==== Dataset entries ====

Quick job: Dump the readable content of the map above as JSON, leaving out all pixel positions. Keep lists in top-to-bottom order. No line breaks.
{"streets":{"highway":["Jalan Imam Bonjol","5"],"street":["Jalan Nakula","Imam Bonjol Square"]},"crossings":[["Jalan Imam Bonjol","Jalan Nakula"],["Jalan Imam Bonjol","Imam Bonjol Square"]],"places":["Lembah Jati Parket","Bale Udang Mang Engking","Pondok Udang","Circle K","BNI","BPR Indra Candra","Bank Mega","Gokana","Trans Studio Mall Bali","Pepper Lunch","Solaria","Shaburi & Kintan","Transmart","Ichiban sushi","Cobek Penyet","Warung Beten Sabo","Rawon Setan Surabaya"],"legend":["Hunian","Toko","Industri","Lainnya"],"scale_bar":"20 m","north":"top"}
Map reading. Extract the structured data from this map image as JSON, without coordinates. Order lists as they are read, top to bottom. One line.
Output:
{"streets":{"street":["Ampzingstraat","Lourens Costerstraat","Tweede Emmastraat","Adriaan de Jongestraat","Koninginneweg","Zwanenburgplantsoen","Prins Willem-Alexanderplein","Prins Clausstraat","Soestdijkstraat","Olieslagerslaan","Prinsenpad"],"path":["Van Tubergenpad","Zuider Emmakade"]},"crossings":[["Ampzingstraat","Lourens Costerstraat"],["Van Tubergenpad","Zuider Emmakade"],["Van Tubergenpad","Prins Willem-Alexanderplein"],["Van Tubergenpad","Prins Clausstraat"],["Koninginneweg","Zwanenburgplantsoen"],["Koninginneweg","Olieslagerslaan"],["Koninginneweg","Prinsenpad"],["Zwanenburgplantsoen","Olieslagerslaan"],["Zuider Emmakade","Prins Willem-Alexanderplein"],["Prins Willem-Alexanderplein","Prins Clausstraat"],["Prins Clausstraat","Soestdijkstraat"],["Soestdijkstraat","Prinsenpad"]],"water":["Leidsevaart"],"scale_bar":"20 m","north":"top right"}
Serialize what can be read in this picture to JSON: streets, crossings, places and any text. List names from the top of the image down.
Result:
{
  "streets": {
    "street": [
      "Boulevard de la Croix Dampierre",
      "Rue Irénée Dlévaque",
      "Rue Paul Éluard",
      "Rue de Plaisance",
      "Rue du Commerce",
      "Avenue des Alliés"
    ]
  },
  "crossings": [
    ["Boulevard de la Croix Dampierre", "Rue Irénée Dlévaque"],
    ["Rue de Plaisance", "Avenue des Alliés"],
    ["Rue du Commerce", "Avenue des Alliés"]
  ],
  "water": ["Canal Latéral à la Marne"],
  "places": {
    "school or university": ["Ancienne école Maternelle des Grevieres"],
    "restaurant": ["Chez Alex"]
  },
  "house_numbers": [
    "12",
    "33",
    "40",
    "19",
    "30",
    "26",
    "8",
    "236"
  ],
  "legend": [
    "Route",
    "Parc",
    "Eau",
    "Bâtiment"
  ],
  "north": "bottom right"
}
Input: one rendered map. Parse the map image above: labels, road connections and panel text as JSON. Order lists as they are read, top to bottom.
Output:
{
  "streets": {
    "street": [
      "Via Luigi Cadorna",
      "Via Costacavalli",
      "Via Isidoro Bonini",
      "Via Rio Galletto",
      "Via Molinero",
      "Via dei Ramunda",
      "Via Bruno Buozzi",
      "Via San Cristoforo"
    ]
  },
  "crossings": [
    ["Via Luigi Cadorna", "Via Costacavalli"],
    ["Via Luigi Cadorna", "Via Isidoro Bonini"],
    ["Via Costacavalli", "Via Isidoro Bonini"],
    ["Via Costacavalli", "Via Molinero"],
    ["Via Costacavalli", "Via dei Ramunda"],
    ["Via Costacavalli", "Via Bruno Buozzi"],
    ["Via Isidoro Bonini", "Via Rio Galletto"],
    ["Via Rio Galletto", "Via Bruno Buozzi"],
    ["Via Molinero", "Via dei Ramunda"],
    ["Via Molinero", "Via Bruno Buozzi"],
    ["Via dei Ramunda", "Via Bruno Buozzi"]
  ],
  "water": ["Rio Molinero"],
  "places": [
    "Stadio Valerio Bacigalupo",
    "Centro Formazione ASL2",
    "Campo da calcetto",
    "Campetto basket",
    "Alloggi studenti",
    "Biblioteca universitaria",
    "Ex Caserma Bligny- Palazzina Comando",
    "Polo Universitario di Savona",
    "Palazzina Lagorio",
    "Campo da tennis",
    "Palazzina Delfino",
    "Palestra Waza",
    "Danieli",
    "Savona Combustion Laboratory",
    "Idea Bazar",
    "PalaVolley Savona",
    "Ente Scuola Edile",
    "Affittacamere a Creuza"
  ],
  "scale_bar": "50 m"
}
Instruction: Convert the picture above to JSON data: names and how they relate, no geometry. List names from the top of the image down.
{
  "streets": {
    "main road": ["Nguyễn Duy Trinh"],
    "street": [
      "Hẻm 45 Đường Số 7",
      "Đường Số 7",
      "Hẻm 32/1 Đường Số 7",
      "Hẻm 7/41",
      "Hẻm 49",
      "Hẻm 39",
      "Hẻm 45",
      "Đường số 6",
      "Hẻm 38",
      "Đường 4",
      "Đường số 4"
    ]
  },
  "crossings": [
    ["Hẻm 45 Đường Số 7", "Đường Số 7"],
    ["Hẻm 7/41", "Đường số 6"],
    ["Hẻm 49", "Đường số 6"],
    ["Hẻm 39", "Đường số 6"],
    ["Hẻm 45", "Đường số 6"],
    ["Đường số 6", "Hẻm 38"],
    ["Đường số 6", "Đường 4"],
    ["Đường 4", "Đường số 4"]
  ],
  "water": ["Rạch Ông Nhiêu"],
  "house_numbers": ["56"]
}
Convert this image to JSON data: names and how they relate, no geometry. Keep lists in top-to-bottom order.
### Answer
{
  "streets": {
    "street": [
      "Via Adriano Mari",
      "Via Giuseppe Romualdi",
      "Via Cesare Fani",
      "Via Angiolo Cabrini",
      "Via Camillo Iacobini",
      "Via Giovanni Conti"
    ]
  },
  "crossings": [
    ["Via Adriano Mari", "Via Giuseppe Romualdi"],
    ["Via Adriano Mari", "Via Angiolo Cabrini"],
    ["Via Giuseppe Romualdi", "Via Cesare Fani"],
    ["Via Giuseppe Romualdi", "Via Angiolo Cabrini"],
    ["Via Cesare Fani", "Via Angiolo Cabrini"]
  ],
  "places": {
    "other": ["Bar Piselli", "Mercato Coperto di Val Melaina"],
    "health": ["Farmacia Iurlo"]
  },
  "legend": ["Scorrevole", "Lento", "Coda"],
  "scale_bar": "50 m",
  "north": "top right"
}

====

Find how many lines in the entries above have the string "Plaisance" and report only that number.

*Task response:* 2